It should be further noted that, when the second position sensor 39 contacts with the oxygen-free copper tube, the output end of the fourth guide rod cylinder 33 is extended to push the oxygen-free copper tube, the second position sensor 39 is a known component in the prior art, and the signal transmission principle is a known component in the prior art, so that excessive redundant description is not needed in the present case.

Next, a specific structure and construction of the preheating element 4 will be further explained, in order to preheat the oxygen-free copper tube first, the preheating element 4 includes a penetrating plate 41 having a horizontal section and two vertical sections, wherein the horizontal section and the two vertical sections jointly enclose a region through which the v-shaped plate 35 can pass; a sixth substrate 42 integrally formed on the two vertical sections of the through substrate 41, respectively; and a preheater 43 detachably disposed on the two vertical sections of the penetrating plate 41, respectively, for preheating the oxygen-free copper pipe penetrating into the region formed by the penetrating plate 41.

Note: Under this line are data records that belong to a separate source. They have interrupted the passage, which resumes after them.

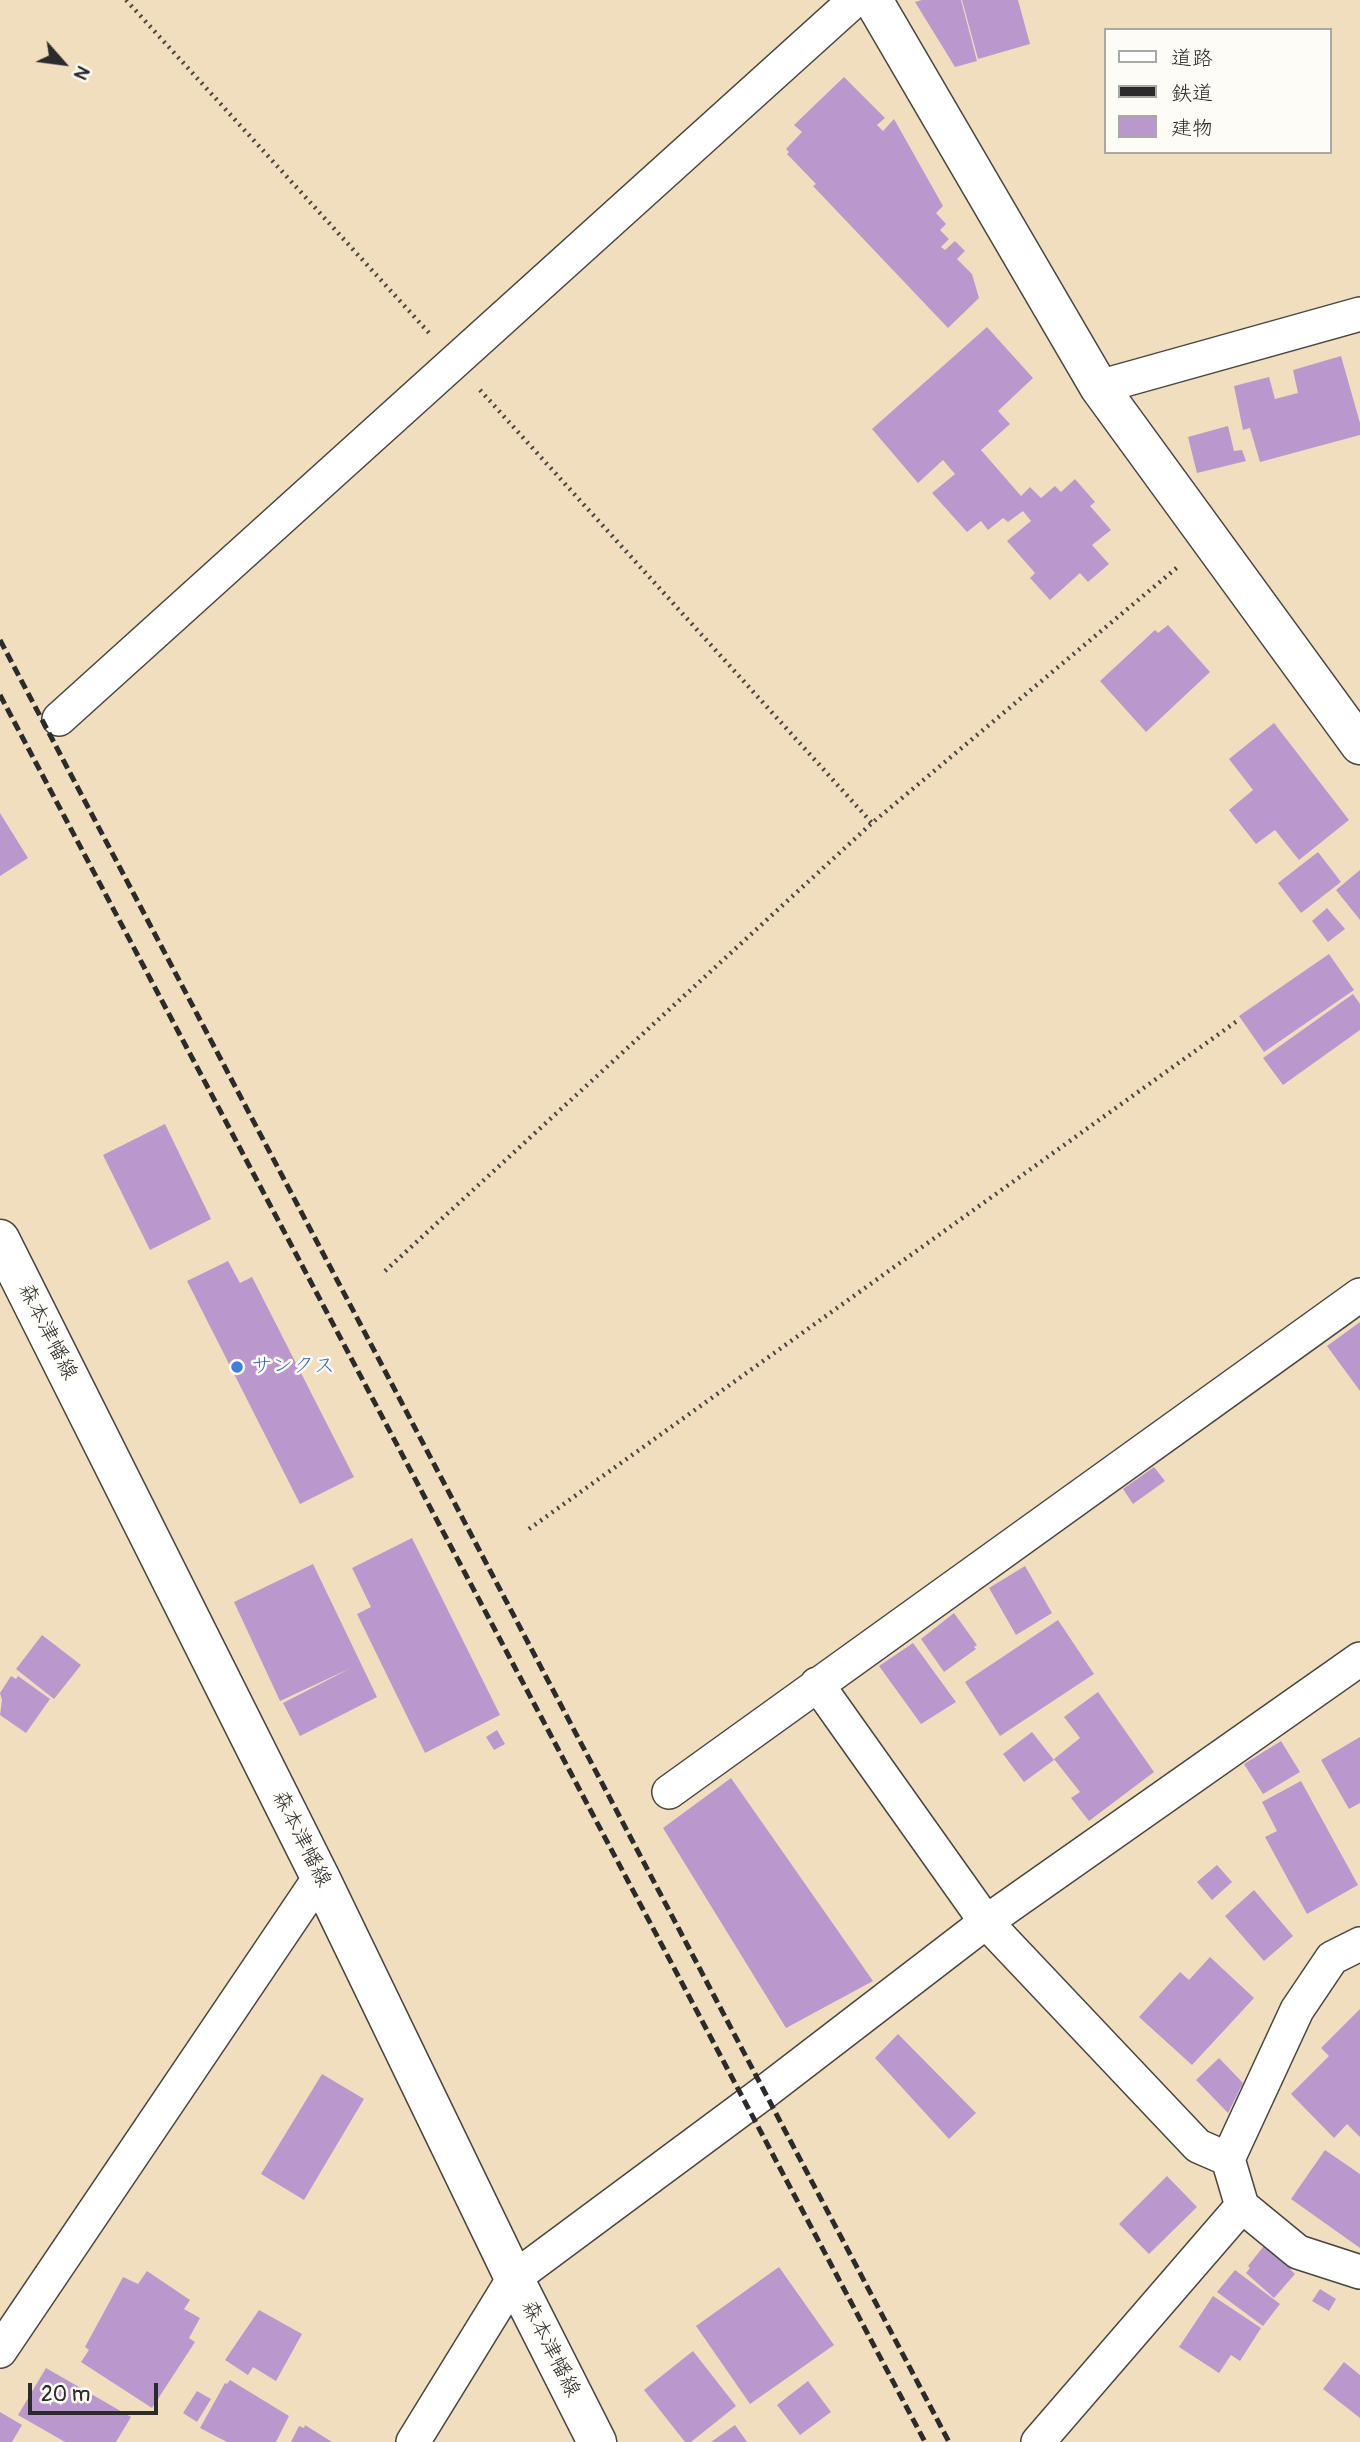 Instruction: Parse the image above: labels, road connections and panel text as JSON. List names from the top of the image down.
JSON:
{
  "streets": {
    "main road": ["森本津幡線"]
  },
  "places": ["サンクス"],
  "legend": ["道路", "鉄道", "建物"],
  "scale_bar": "20 m",
  "north": "bottom right"
}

Next, a specific structure and construction are further explained for the secondary heating member 5, in order to further heat the oxygen-free copper pipe in a temperature rising manner and facilitate the output end of the fourth guide rod cylinder 33 to push the oxygen-free copper pipe into the secondary heating member 5, the secondary heating member 5 comprises a heating main machine 51 which is detachably arranged in the workbench 1; a seventh substrate 52 detachably disposed on the working surface 11 located in the chamber of the annealing chamber 12; the first clamping plate 53 is detachably arranged on the seventh substrate 52, and a second clamping plate 54 is detachably arranged on the first clamping plate, and a round through hole is formed between the first clamping plate and the second clamping plate 54; a first working tube 55 removably penetrating the circular through hole and having a first working chamber therein; a heating coil 56, one end of which is detachably disposed on the heating main body 51, and the other end of which is wound on the outer circumferential surface of the first working tube 55;

When the secondary heating member 5 is used as a whole, the heating coil 56 is wound around the outer circumferential surface of the first working tube 55 and can cover the outer circumferential surface of the first working tube 55, and the first working tube 55 is used for heating a group of oxygen-free copper tubes passing therethrough.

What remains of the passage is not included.